Almost Eric
My love of music goes back as far as I can remember (and that, my friends, is a stretch of time). But as much as I love listening to music, I have never been proficient at making music. Oh, yes I’ve dabbled with guitars since high school and got to the point where I could play well enough to accompany myself singing popular songs. Singing wasn’t my strong suit either. Twenty or so years ago we bought a piano and the whole family started taking lessons. I lasted the longest and could play a dozen or so of my favorite songs before, inexplicably, I gave it up. Now, the piano sits quietly (and out of tune) in our living room. The same can be said for the three guitars I accumulated in my guitar dabbling days. On the shelf in my office is a native American flute that hasn’t uttered a note since the last time my grandkids were here and just had to try it.

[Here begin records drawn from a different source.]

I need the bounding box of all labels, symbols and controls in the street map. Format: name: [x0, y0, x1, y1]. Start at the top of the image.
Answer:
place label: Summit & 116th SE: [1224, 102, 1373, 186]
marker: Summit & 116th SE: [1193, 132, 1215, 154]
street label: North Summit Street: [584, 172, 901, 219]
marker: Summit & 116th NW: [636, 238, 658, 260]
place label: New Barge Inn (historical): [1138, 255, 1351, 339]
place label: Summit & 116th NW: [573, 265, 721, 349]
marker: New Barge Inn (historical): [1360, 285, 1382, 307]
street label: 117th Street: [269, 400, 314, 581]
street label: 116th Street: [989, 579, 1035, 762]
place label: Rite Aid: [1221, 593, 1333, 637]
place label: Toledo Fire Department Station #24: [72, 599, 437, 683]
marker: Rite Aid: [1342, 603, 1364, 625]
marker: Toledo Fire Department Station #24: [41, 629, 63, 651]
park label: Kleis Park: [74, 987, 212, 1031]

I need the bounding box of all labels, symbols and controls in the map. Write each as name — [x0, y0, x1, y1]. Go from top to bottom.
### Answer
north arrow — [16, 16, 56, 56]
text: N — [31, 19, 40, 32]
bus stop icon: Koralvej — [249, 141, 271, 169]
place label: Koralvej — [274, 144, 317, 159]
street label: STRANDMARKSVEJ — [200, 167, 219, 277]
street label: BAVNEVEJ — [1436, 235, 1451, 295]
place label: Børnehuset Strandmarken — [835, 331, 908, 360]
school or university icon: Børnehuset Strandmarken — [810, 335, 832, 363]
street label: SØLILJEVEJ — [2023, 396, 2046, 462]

I have a theory as to why I never stay with an instrument long enough consider myself a musician. I have, if I do say so myself, a great ear for music and appreciate the virtuosity of the artists I love. Just as Antonio Solieri could hear the genius in Mozart’s music, which only made him more painfully aware of his shortcomings as a composer, my love of the music I wanted to play made it difficult for me to listen to myself playing it. If that is the case, I can trace the roots of my automelophobia* back over 65 years to the time I told my parents I wanted to take guitar lessons. They took me to a music school in New Haven and the director told us that their experience was that starting everyone one out on a keyboard instrument (like
the … gasp … accordion) allowed students to learn to read music before facing the intricacies of an instrument like a guitar. What did we know? And so I spent six months learning to play Jingle Bells and Jimmy-Crack-Corn and the Pennsylvania Polka … and of course, Lady of Spain. When the time came to start guitar lessons, they had no guitar teachers and tried to sell us a very expensive accordion. End of music lessons. End of the possibility of Older Eyes being the next Eric Clapton. Beginning of his automelophobia*.
I bring this up because this week my grandson called me and asked if I would let him use one of my guitars because he is taking guitar at school. Of course, I said, planning to ship him one, at least until I read about the risks (and the cost) of shipping a guitar. I decided to go on Amazon and buy him one, a 3/4 size dreadnought acoustic. Naturally he was thrilled. Maybe he’ll be the next Eric Clapton, even if he doesn’t know who that is.
*Melophobia is the fear of music, so I figure the made up word, automelophobia should mean fear of one’s own music.